11. Pick a habit. Watch your role model, and pick one habit of his/hers, and make it yours. “Never reinvent a wheel when a perfect wheel already exists.” (Gee, I like this line.)
12. Pick someone to mentor. You learn more when you teach.

My final words are, I suggest you to try one at a time, unless you want to see your willpower deplete really fast.

Sunday, October 23, 2011

Willpower - A Mind Game Against Yourself

A few weeks ago, somebody said that procrastination is his worst habit that he wants to fix, and almost everybody in the gathering showed some sign of consent. I believe I have much more self control than I had when I worked in the bureaucracy, but I still yearn for more control. When I get up at six in the morning and start stretching to get myself prepared for the morning yoga, oh man, I feel like I am dying! It is always a mind game against yourself, like the cartoon cliche of an angel and a demon whispering in your ears. But think about it: the resourceful, creative, and persuasive one is the demon. He comes up with all kinds of highly plausible excuses to make you bail yourself out of the temporary toil. By contrast, the angel is totally simplistic and blunt. Most of the time, at least for me, the angel’s winning argument is that you will regret if you skip it.

In Willpower: Rediscovering the Greatest Human Strength, a so-called “What the Hell” phenomenon is introduced. Deiters who already went over their daily calorie limit simply do not care any more for the rest of the day, because, what the hell, they are already foiled for the day. It is a very simple, but very powerful, excuse presented by the demon, to which our angel buddy does not have an effective couter-argument. Regardless you eat more or not, you will regret the same, because you already went over the line.

Here’s another interesting experiment. Two groups of students were kept hungry before coming to the experiment. One group of students were allowed to eat the chocolate cookies as much as they wanted. The other group was allowed only to eat raw, uncooked radishes, from a tray that contained both chocolate cookies and raw radishes. Many of the students in the latter group agonized over the presence of the cookies. Some looked at the cookies for a long time, before eating the radish. Some smelled at the cookies. Then, the two groups of students were tested to see how long they persist trying to solve an insolvable puzzle. The radish students, who already exhausted their willpower over the temptation of chocolate cookies, gave up the puzzle much sooner than the other group. Indeed, willpower is depleted as we use it. And I believe that this is the single biggest take-away from this book. We all know by our own experiences that we are most productive in the morning. Also, we often run really low on our tolerance level when we come home after a long tough day at the office.

However, this great learning is quite disappointing.

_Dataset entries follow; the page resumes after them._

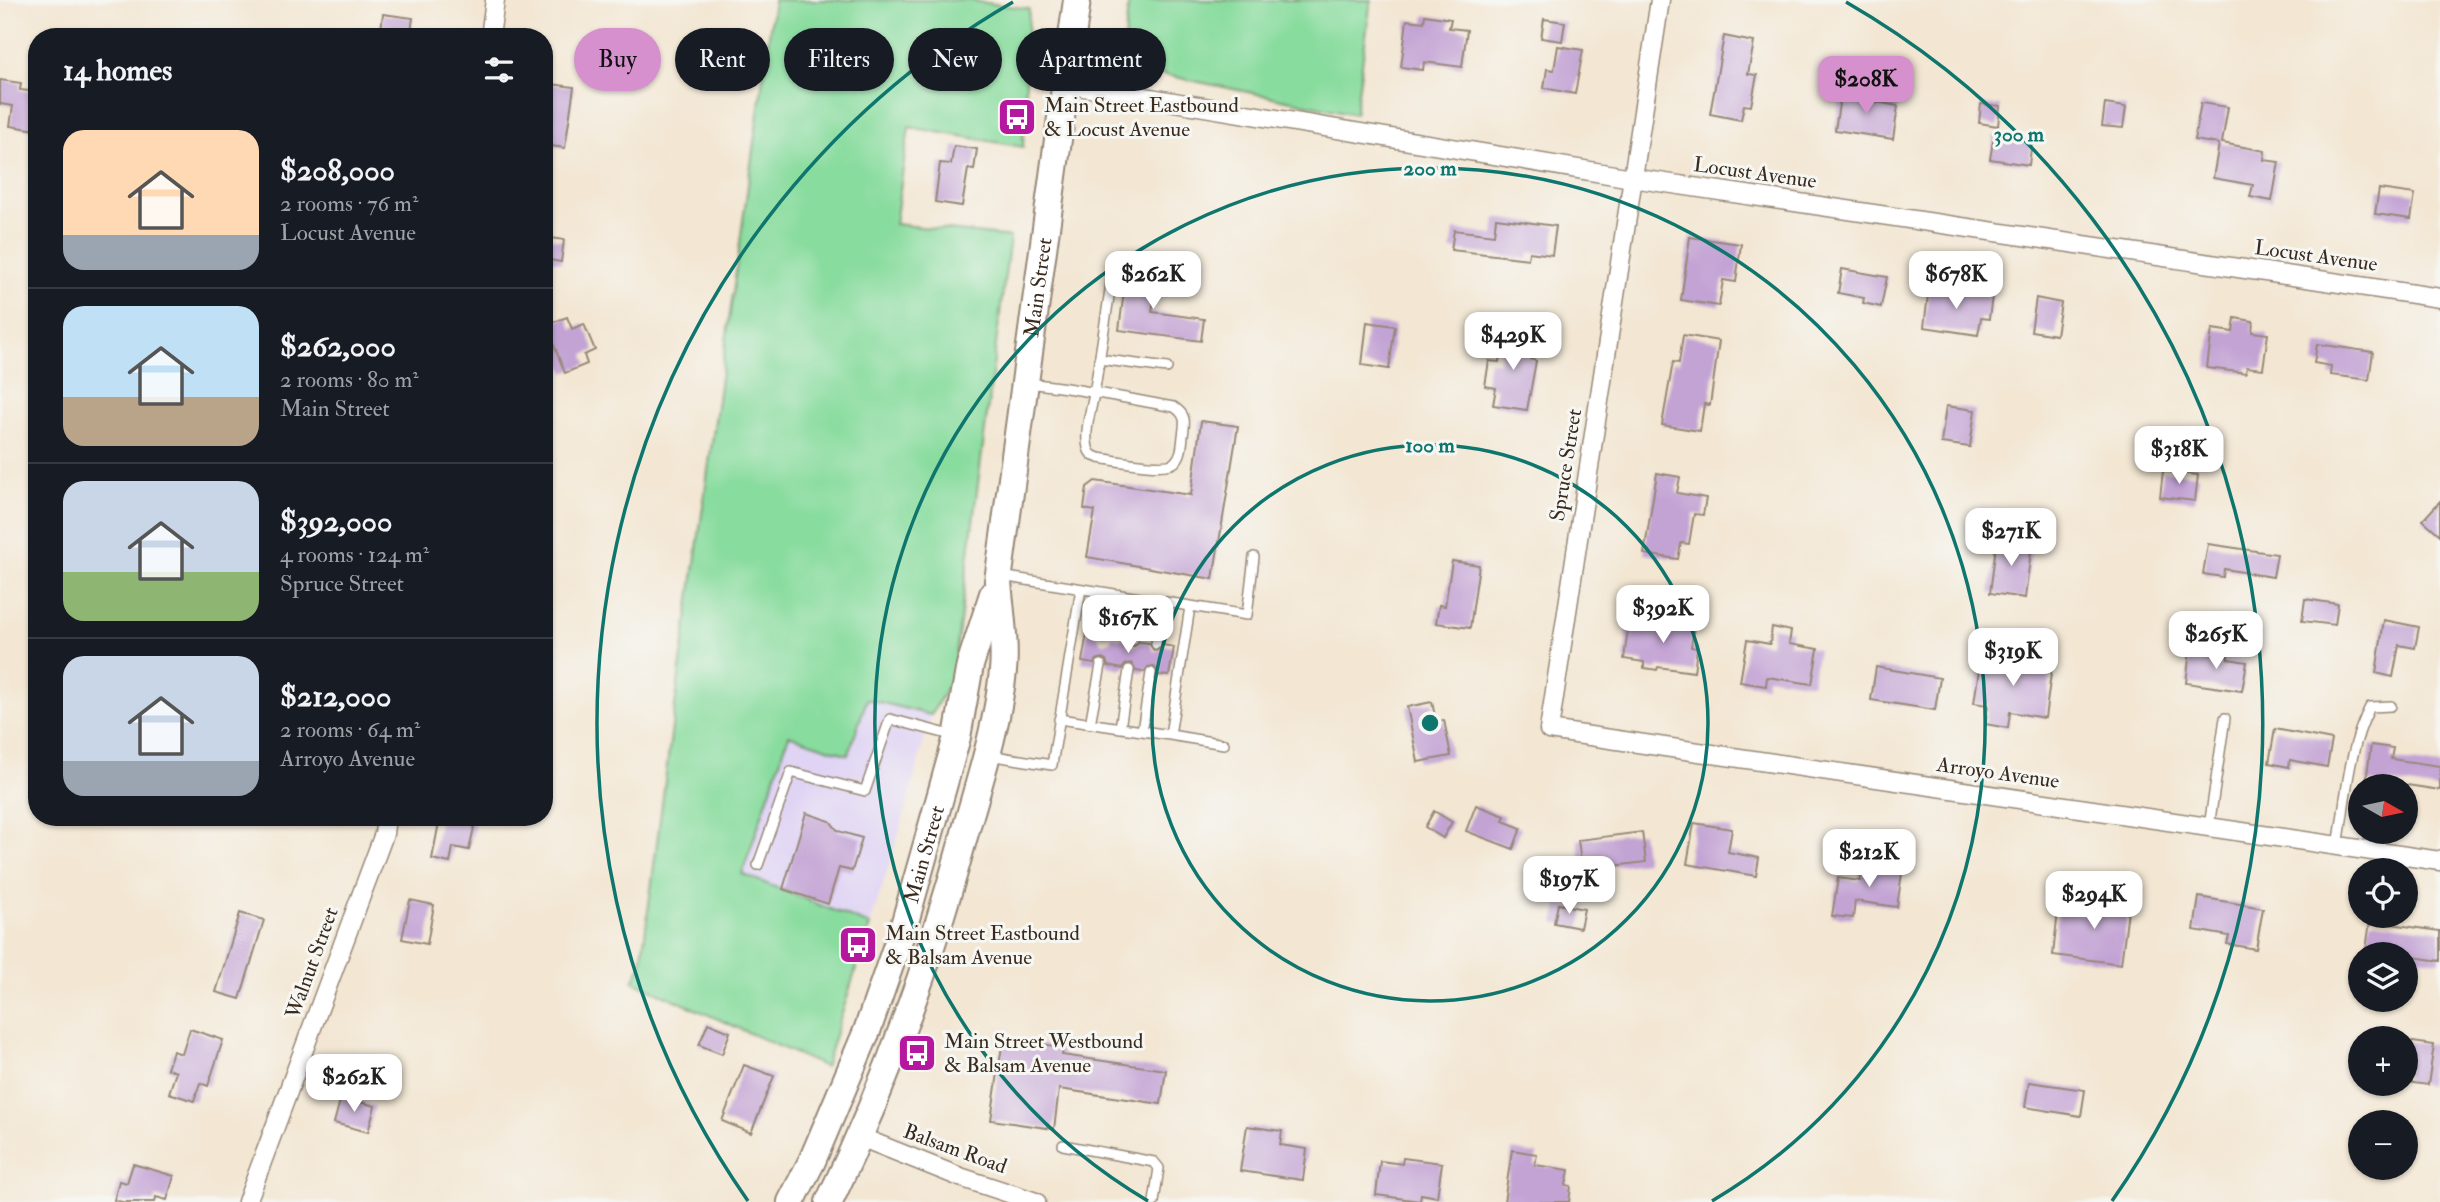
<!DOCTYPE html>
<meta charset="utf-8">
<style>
:root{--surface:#171b24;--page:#242831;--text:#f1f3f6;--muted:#9ea1a6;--line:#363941;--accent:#d690ce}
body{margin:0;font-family:"IM FELL Double Pica",serif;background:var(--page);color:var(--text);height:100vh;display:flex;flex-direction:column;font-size:26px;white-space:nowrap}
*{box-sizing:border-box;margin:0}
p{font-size:23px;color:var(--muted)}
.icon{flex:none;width:38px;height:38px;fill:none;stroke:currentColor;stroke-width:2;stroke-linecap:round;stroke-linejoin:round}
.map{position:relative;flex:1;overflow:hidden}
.details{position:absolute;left:28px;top:28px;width:525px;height:798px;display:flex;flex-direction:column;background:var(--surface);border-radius:28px;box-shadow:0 2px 5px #0004}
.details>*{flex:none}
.top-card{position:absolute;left:574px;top:28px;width:665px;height:63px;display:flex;gap:14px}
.needle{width:46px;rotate:99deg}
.fabs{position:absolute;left:2348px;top:774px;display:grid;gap:14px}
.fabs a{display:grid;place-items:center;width:70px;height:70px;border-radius:50%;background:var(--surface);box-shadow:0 2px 5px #0004;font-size:35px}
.price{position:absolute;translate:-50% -60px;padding:0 16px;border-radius:14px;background:#fff;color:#222;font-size:23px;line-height:46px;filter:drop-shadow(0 2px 4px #0008)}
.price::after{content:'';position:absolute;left:50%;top:42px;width:21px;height:16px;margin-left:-10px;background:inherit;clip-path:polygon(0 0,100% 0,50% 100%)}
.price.on{background:var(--accent);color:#111}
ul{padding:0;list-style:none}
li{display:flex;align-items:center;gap:21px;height:175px;padding:0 35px}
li+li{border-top:2px solid var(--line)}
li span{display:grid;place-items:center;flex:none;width:196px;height:140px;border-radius:21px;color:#555}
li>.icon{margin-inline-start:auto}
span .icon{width:84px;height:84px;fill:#fffc;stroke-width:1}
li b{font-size:30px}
h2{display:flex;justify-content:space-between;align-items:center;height:84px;padding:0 35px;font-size:30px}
.chip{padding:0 24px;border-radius:32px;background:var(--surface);box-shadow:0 2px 5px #0004;font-size:24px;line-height:63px}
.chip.on{background:var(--accent);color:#111}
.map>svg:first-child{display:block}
.built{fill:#e0d4f4}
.green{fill:#88dc9e;stroke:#62835e;stroke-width:2}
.building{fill:#c3a3d4}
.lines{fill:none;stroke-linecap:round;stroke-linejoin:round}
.service-casing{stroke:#978878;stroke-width:12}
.minor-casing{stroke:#978878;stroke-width:21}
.primary-casing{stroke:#978878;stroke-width:30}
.service{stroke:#fff;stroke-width:9}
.minor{stroke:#fff;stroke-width:18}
.primary{stroke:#fff;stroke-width:26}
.ring{fill:none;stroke:#0f766e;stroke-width:3.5}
.labels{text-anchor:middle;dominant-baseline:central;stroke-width:6;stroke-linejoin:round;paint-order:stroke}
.poi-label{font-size:21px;fill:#3b2a1e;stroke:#f6f6f2;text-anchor:start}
.street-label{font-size:21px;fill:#3b2a1e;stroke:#f6f6f2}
.centre{fill:#0f766e;stroke:#f6f6f2;stroke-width:3.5}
.ring-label{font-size:21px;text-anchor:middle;font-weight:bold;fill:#0f766e;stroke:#f6f6f2;stroke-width:6;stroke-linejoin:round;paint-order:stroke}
</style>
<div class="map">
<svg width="2440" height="1202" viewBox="0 0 2440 1202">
<rect width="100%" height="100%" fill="#f6f6f2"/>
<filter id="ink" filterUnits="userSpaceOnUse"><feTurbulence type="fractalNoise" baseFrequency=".0143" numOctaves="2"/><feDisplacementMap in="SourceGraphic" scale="14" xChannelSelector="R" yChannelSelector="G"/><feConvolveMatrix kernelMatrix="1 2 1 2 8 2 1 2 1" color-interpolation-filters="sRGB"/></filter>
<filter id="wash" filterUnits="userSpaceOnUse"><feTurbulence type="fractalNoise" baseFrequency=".00686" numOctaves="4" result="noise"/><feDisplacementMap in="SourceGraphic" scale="28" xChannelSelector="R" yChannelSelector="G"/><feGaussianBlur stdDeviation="1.57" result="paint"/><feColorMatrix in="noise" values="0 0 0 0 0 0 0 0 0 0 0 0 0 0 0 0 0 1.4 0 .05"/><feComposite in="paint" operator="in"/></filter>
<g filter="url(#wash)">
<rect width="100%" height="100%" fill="#f3e6d2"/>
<path class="built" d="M867 699 931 715 900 830 870 925 742 874 789 735 848 755Z"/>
<path class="green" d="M774 0H967L1029 9 1023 147 909 127 895 224 1010 237 953 676 931 715 867 699 848 755 789 735 742 874 870 925 825 1067 633 981 641 966 672 727Z
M1129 0H1371L1355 114 1121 66Z"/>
<g id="blocks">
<path class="building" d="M383 14 413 18 410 37H380Z
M1425 15 1451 19 1449 28 1467 30 1462 67 1424 62 1423 70 1401 67 1407 20 1424 22Z
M1544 19 1565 22 1562 41 1541 38Z
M1724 36 1754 42 1748 74 1757 75 1751 106 1744 105 1741 120 1710 114Z
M1558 46 1583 50 1575 94 1544 88 1547 69 1554 70Z
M0 80 21 83 20 90 37 92V130L10 126 13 106 0 104Z
M544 83 574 87 565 148 544 145Z
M1841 91 1862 94 1861 99 1898 106 1893 139 1835 130Z
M2201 103 2228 107 2222 143 2265 151 2264 160 2279 162 2272 201 2250 197 2253 185 2213 178 2219 144 2194 140Z
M1981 104 2000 106 1998 126 1979 123Z
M2105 104 2126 107 2123 128 2102 126Z
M1994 135 2032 140 2029 165 1990 159Z
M954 146 977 149 974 170 968 169 962 206 935 202 940 163 951 164Z
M2379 189 2415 194 2411 219 2375 214Z
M1496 218 1556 226 1552 255 1529 252 1528 259 1451 250 1454 230 1494 235Z
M544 237 564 240 561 262 544 259Z
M1690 237 1741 244 1736 282 1723 280 1719 306 1681 300Z
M1127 268 1158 272 1152 312 1204 319 1201 341 1119 330Z
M1842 269 1887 277 1881 307 1863 303 1864 298 1838 293Z
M1929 287 1992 296 1989 319 1981 318 1978 335 1924 327Z
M2036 298 2061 303 2056 335 2031 331Z
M567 317 572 329 584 324 595 350 584 355 587 364 565 373 546 325Z
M2235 318 2253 321 2252 332 2268 334 2263 369 2247 367 2246 373 2207 368 2212 329 2233 332Z
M1367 322 1395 326 1389 369 1362 365Z
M1504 331 1533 336 1530 359 1536 361 1527 410 1493 405 1496 388 1485 386 1489 361 1499 362Z
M1683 335 1719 341 1710 405 1704 404 1700 431 1662 425 1673 362 1679 363Z
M2317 344 2373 352 2369 380 2330 375 2331 366 2314 363Z
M1946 406 1975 410 1970 447 1941 443Z
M1201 421 1238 426 1213 579 1087 557 1095 511 1084 509 1087 487 1095 481 1191 495Z
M2163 471 2198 475 2195 501 2160 497Z
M1657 473 1680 477 1677 493 1706 498 1703 515 1694 514 1689 544 1681 543 1678 559 1644 554Z
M2440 501V535L2423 520Z
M1997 538 2032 543 2025 598 1990 593Z
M2208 544 2277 554 2273 577 2224 569 2223 577 2203 574Z
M1452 561 1479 565 1470 628 1436 623 1439 605 1445 606Z
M2305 599 2338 604 2335 625 2302 621Z
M1677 617 1695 619 1691 647 1697 648 1694 672 1658 667 1657 670 1644 668V662L1624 659 1628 628 1643 630 1644 621 1676 625Z
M2384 620 2419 627 2415 648 2399 645 2393 677 2376 673Z
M1772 627 1791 631 1789 644 1818 649 1812 684 1767 677 1766 686 1740 682 1747 640 1770 644Z
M1087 633 1098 635 1100 641 1104 643 1110 641 1112 637 1126 639 1128 645 1133 647 1140 642 1149 643 1154 651 1159 650 1163 645 1174 647 1169 676 1158 675 1157 670 1153 666 1148 667 1144 672 1136 671 1131 663 1126 664 1122 669 1108 666 1106 660 1102 658 1096 660 1094 664 1082 662Z
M2190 651 2228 656V659L2247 662 2242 691 2186 683Z
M2027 655 2053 659 2045 718 2010 712 2008 728 1985 724 1988 705 1974 703 1981 656 2025 663Z
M1876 667 1940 678 1935 710 1871 700Z
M1432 702 1436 721 1444 720 1451 756 1418 762 1407 707Z
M2275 729 2332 740 2327 767 2290 760 2289 767 2269 763Z
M2371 745 2393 748 2391 759 2440 766V790L2388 782 2387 784 2366 782Z
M1476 805 1505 816 1503 821 1521 828 1513 849 1466 831Z
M1434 811 1452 822 1443 838 1425 827Z
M806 813 830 821 838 831 862 838 852 871 839 868 828 904 783 889Z
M440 817H471L470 822 475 823 469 850 453 847 450 863 432 859Z
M1694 823 1732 829 1728 852 1759 858 1756 876 1687 864Z
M1642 832 1646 862 1582 870 1578 840Z
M1863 861 1903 866 1897 907 1855 901 1853 918 1832 916 1838 878 1860 881Z
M2099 892 2130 896 2121 964 2053 955 2058 911 2096 916Z
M2199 897 2263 908 2256 949 2227 944 2229 936 2194 930Z
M410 900 434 905 427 944 402 939Z
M1558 904 1584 909 1580 928 1554 923Z
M240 913 264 920 240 999 216 992Z
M2370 921 2440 931V961L2406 956V954H2384L2366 950Z
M708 1023 730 1032 722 1054 699 1045Z
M190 1029 223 1040 208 1086 200 1083 194 1101 169 1093 176 1072 167 1069 173 1051 182 1054Z
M1003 1039 1063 1047 1062 1055 1166 1070 1161 1104 1059 1089 1054 1129 991 1120Z
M2406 1041 2434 1045 2428 1085 2406 1082Z
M744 1065 774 1076 751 1133 722 1121Z
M2029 1082 2085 1090 2081 1116 2025 1107Z
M341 1097 375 1106 368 1132 334 1123Z
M1247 1126 1282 1131 1280 1145 1307 1149 1303 1180 1240 1171Z
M1512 1150 1537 1154 1535 1165 1569 1170 1566 1185 1571 1186 1569 1202H1504Z
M1403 1158 1442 1163 1437 1197 1421 1194 1420 1201 1376 1195 1380 1161 1402 1164Z
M133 1164 174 1176 167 1200 156 1197 155 1202H122L114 1200 119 1181 127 1183Z"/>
</g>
</g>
<g filter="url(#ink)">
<use href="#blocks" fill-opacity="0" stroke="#978878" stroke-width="2"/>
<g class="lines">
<g class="service-casing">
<path id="service" d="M1099 359 1167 368
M1027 383C1077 388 1125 398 1174 407 1187 415 1185 423 1183 436 1182 445 1182 455 1175 462 1166 471 1113 460 1099 458 1092 456 1090 454 1088 448 1084 431 1091 410 1094 394 1101 351 1107 308 1114 264
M1001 576 1247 615 1254 557
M1105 636 1113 595
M1133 640 1140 599
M1156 644 1162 602
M1059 719 1170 735 1190 607
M1090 724 1101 665
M1120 728 1129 670
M1142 731 1151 673
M1170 735 1224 744
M988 755 1052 765 1081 589
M2209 827 2225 718
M2338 846C2346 800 2348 749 2370 707L2391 706
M758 865 791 772 865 791 890 719 955 736
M1063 1145 1154 1162 1159 1168 1154 1202"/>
</g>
<g class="minor-casing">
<path id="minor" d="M1660 0 1549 730 2440 861
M490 37 495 0
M1066 84 1632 178 2440 298
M860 1137 960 1177 1036 1202
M247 1202 384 834 386 817"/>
</g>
<g class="primary-casing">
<g id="primary">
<path id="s1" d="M791 1202 812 1161 867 1031 905 922 957 737 970 665 993 594"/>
<path id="s2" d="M829 1202C888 1080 933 953 968 822 982 773 998 722 1003 671 1006 644 1000 609 998 581L1077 0"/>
</g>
</g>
<use href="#service" class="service"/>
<use href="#minor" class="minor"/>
<use href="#primary" class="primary"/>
</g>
</g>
<g class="ring">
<circle cx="1430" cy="723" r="278"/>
<path d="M1148 1201A555 555 0 1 1 1712 1201"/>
<path d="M748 1201A833 833 0 0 1 1013 2M1846 2A833 833 0 0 1 2112 1201"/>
</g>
<defs>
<g id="bus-square" transform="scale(2.0125)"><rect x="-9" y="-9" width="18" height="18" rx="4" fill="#b5179e" stroke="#f6f6f2"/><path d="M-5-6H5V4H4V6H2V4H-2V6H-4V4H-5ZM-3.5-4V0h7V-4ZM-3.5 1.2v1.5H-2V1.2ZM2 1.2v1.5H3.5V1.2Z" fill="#fff"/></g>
</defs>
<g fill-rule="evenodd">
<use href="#bus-square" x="1017" y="117"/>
<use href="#bus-square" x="858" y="945"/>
<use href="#bus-square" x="917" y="1053"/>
</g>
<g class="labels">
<g class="poi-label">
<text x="1044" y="105">Main Street Eastbound<tspan x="1044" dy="24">&amp; Locust Avenue</tspan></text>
<text x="885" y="933">Main Street Eastbound<tspan x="885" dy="24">&amp; Balsam Avenue</tspan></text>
<text x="944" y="1041">Main Street Westbound<tspan x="944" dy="24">&amp; Balsam Avenue</tspan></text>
</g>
<g class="street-label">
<text transform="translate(1755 173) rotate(8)">Locust Avenue</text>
<text transform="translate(2316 256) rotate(8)">Locust Avenue</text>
<text stroke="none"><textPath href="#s2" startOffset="947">Main Street</textPath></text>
<text transform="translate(1566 465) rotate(-81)">Spruce Street</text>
<text transform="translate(1998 773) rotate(8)">Arroyo Avenue</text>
<text stroke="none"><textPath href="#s1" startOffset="373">Main Street</textPath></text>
<text transform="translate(312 963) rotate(-70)">Walnut Street</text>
<text transform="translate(955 1149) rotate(20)">Balsam Road</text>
</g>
</g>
<circle cx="1430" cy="723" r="10" class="centre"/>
<g class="ring-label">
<text x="2019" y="141">300 m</text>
<text x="1430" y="175">200 m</text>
<text x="1430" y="452">100 m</text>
</g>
</svg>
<div class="fabs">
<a><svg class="needle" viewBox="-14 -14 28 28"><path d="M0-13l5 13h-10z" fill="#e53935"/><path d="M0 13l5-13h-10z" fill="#9ea1a6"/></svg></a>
<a><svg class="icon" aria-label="locate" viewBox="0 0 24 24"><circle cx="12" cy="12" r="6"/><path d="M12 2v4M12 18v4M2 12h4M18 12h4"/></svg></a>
<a><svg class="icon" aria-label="layers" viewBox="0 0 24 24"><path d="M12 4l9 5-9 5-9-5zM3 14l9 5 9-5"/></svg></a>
<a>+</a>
<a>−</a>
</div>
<b class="price on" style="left:1866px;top:116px">$208K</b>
<b class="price" style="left:1153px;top:311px">$262K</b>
<b class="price" style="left:1956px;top:311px">$678K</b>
<b class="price" style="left:1513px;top:372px">$429K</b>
<b class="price" style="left:2179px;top:486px">$318K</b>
<b class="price" style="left:2011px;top:568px">$271K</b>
<b class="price" style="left:1663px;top:645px">$392K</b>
<b class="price" style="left:1128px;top:655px">$167K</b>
<b class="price" style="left:2216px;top:671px">$265K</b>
<b class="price" style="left:2013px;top:688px">$319K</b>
<b class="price" style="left:1869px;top:889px">$212K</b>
<b class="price" style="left:1569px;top:916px">$197K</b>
<b class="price" style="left:2094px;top:931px">$294K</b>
<b class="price" style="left:354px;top:1114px">$262K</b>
<div class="top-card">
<a class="chip on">Buy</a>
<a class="chip">Rent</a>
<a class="chip">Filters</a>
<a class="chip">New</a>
<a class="chip">Apartment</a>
</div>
<section class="details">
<h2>14 homes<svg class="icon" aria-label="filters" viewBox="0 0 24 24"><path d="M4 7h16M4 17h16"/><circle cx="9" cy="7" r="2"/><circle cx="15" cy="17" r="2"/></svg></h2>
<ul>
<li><span style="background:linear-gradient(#ffd9b3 75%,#9aa5b1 0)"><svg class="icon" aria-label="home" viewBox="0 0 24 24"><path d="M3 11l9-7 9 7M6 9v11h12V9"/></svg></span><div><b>$208,000</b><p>2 rooms · 76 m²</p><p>Locust Avenue</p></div></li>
<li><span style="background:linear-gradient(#bfe0f5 65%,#b9a48a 0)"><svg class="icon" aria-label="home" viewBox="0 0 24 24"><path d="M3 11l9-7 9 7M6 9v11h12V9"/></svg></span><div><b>$262,000</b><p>2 rooms · 80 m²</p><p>Main Street</p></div></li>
<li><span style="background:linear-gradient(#c9d6e8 65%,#8fb573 0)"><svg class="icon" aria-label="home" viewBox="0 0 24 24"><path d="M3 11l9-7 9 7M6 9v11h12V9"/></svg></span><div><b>$392,000</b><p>4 rooms · 124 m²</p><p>Spruce Street</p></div></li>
<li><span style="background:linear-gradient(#c9d6e8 75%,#9aa5b1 0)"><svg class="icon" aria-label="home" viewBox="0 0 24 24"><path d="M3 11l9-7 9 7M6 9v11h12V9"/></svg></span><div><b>$212,000</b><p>2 rooms · 64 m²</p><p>Arroyo Avenue</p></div></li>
</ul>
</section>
</div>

We use limited amount of willpower throughout the day, slowly being depleted till we become helpless. Does this mean that I must not exercise in the morning, if I face a big, willpower-draining task during the day? Not surprisingly, the authors say that willpower muscle can be enhanced through exercise like any other muscle. However, what they suggest do not sound too much convincing. (The arguments were so weak that I do not remember any exercise they recommended!)

I should say, however, that this book is a kind of sensation because I have seen so many articles and postings about this book. Furthermore, if we ever forget about everything this book tells us, perhaps we can remember one thing, which will help us in many different situations:

Do not test yourself to the extreme. You will ruin everything and regret.